When Beth bursts into her mother Mag’s remote mountainside cabin, she brings the cold weather with her as well as ugly memories from the past. In no time at all, the pair’s back history has been hastily unfurled. We quickly discover that Beth has been released from prison and that both Beth and Mag have struggled with addiction, anger and motherhood. When a silent child (Pippa Bruce) emerges from behind a door, another piece of the pair’s past clumsily falls into place.

Hard to believe in the characters … Christine Entwisle in The Monstrous Heart.
Hard to believe in the characters … Christine Entwisle in The Monstrous Heart. Photograph: Mihaela Bodlovic

The characters unravel at double-quick speed, to the extent that it becomes hard to believe in their past or present selves, or connect with either. Charlene Boyd plays Beth as a prowling beast, circling her prey – hungrily, desperately, occasionally hopefully. Her laugh is an ugly sound: a gasping for breath or maybe a cry for help. Christine Entwisle, as Mag, starts out with her shoulders slumped and her eyes downcast. But in just a few short scenes, she transforms from an anxious and sober woman into an alcohol-swilling demon; dangerous, wild and almost entirely without compassion.

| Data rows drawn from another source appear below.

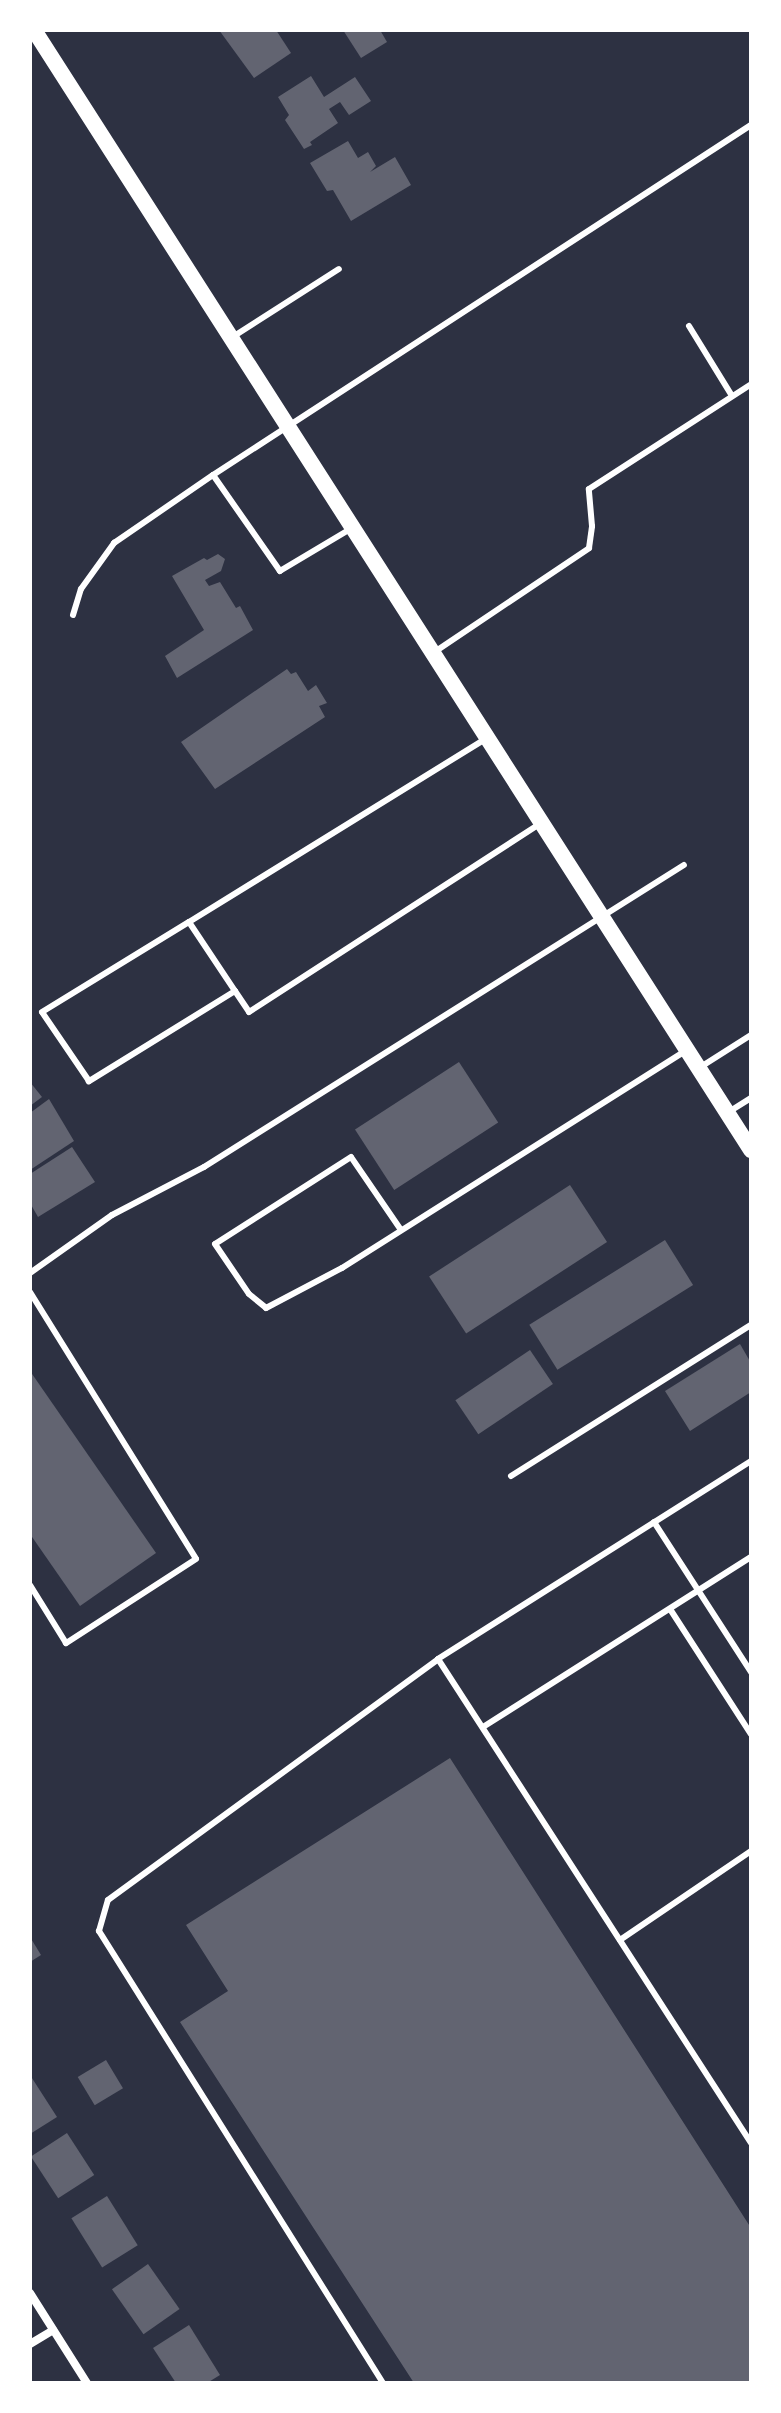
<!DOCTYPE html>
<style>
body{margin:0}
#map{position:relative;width:781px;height:2413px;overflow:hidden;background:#2d3142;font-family:Signika,sans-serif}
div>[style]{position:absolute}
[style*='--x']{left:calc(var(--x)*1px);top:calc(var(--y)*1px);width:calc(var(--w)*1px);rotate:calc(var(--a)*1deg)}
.building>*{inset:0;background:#626471;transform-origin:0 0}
.service>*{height:6px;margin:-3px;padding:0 3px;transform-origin:3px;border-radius:3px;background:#fff}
.minor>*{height:8px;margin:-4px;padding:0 4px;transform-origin:4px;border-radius:4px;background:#fff}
.secondary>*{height:16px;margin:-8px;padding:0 8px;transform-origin:8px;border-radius:8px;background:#fff}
span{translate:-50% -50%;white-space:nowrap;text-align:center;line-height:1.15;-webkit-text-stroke:8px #fff;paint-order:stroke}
.frame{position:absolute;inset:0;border:32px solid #fff;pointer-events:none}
</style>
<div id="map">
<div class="building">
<i style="clip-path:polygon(219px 30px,276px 30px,291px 53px,254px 78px)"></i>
<i style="clip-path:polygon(343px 30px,380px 30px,387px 42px,361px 58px)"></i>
<i style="clip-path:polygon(311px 76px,324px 97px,355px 77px,371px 101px,349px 115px,340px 102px,329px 109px,338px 123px,310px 142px,312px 145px,304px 149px,285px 120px,289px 115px,278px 97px)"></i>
<i style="clip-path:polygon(348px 141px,358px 158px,368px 152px,376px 166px,370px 172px,395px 157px,411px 185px,351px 221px,333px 190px,327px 191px,310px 163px)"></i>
<i style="clip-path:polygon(218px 554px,225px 559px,221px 571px,205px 580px,209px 586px,220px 582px,236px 608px,240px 606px,253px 630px,177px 678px,165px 656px,204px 630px,172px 576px,204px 558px,207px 560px)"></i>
<i style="clip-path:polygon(287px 669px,291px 674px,296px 672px,308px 691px,316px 685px,327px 703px,319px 706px,325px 717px,215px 789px,181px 742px)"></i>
<i style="left:459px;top:1062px;width:72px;height:124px;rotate:57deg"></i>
<i style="clip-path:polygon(30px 1082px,42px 1097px,30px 1106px)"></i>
<i style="clip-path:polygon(49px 1099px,74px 1141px,30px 1170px,30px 1113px)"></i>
<i style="clip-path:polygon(72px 1147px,95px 1182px,38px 1217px,30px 1203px,30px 1174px)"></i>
<i style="left:570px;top:1185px;width:68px;height:168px;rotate:57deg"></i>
<i style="left:665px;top:1240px;width:53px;height:160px;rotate:58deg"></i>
<i style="clip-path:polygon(740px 1344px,751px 1363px,751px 1392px,690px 1431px,665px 1391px)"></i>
<i style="left:530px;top:1350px;width:41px;height:90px;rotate:56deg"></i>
<i style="clip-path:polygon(30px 1371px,156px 1553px,80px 1606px,30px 1534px)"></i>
<i style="clip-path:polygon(450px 1758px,751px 2228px,751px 2383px,414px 2383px,180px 2022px,228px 1991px,186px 1925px)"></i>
<i style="clip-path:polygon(30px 1937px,41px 1955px,30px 1962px)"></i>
<i style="left:106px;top:2060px;width:33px;height:33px;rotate:59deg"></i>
<i style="clip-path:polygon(30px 2075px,57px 2117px,30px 2134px)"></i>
<i style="left:67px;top:2133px;width:50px;height:43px;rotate:57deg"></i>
<i style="left:107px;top:2196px;width:58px;height:42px;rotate:58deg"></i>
<i style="left:148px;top:2264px;width:55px;height:44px;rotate:55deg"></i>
<i style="clip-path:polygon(189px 2325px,220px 2375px,207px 2383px,176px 2383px,153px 2348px)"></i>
</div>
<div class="service">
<i style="--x:689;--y:326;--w:82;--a:58.4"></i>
<i style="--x:231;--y:338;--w:128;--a:-32.6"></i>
<i style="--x:352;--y:528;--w:84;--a:149.2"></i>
<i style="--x:280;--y:571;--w:117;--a:-124.9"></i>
<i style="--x:213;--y:475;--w:642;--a:-33.05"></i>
<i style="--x:73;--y:615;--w:27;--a:-73"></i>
<i style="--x:81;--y:589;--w:57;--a:-54.3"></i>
<i style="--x:114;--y:543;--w:120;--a:-34.5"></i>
<i style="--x:433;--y:653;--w:188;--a:-33.9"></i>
<i style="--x:589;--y:548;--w:22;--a:-82"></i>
<i style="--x:592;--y:526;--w:37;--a:-95"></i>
<i style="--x:589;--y:489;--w:193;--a:-32.9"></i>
<i style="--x:189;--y:922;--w:83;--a:56.3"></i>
<i style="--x:235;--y:991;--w:172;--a:148.3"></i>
<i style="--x:89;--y:1081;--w:83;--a:-124.3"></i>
<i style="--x:42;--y:1012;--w:172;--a:-31.5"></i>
<i style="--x:189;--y:922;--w:350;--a:-31.7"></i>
<i style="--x:235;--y:991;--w:25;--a:56"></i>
<i style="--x:249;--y:1012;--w:346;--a:-32.9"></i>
<i style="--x:699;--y:1068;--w:62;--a:-32.4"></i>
<i style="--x:727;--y:1113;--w:28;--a:-32"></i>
<i style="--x:401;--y:1230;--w:88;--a:-124.4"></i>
<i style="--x:351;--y:1157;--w:161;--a:147.4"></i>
<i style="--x:215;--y:1244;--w:60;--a:55.8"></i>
<i style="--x:249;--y:1294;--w:22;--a:39"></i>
<i style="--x:266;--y:1308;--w:86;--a:-27.8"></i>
<i style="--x:342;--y:1268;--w:404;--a:-32.3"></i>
<i style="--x:30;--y:1273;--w:100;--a:-35.3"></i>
<i style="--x:112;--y:1215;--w:104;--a:-27.6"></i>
<i style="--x:204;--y:1167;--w:567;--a:-32.18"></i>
<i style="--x:30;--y:1292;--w:314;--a:58.1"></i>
<i style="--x:196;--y:1559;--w:155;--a:147.1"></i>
<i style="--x:66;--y:1643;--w:68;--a:-121.8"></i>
<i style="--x:751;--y:1461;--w:370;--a:147.7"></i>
<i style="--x:438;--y:1659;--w:576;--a:57.11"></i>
<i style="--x:511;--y:1476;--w:284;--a:-32.2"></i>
<i style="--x:654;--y:1522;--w:179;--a:57.1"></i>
<i style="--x:670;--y:1609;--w:149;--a:57.1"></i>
<i style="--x:483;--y:1727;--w:317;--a:-32.4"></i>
<i style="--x:620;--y:1940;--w:158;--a:-34.2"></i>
<i style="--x:383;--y:2383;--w:534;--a:-122.14"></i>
<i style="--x:99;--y:1931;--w:32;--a:-74"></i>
<i style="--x:108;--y:1900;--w:409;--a:-36.1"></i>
</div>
<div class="minor">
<i style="--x:30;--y:2293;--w:107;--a:57.7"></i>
<i style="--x:30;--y:2344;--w:27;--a:-31"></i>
</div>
<div class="secondary">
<i style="--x:34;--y:30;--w:1330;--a:57.37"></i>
</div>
<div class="frame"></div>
</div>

The acting is committed and intense. There’s also some nicely detailed direction from Nicholls, who finds real meaning in seemingly throwaway moments, such as when Beth carefully shakes down her coat, only to coolly drop it on the floor seconds later. But this determinedly dramatic play ends up feeling rushed and remote. Mother and daughter scream at each other, attack each other and pretty much destroy each other, all in just over an hour. In the end there’s precious little left for them, or the audience, to hold on to.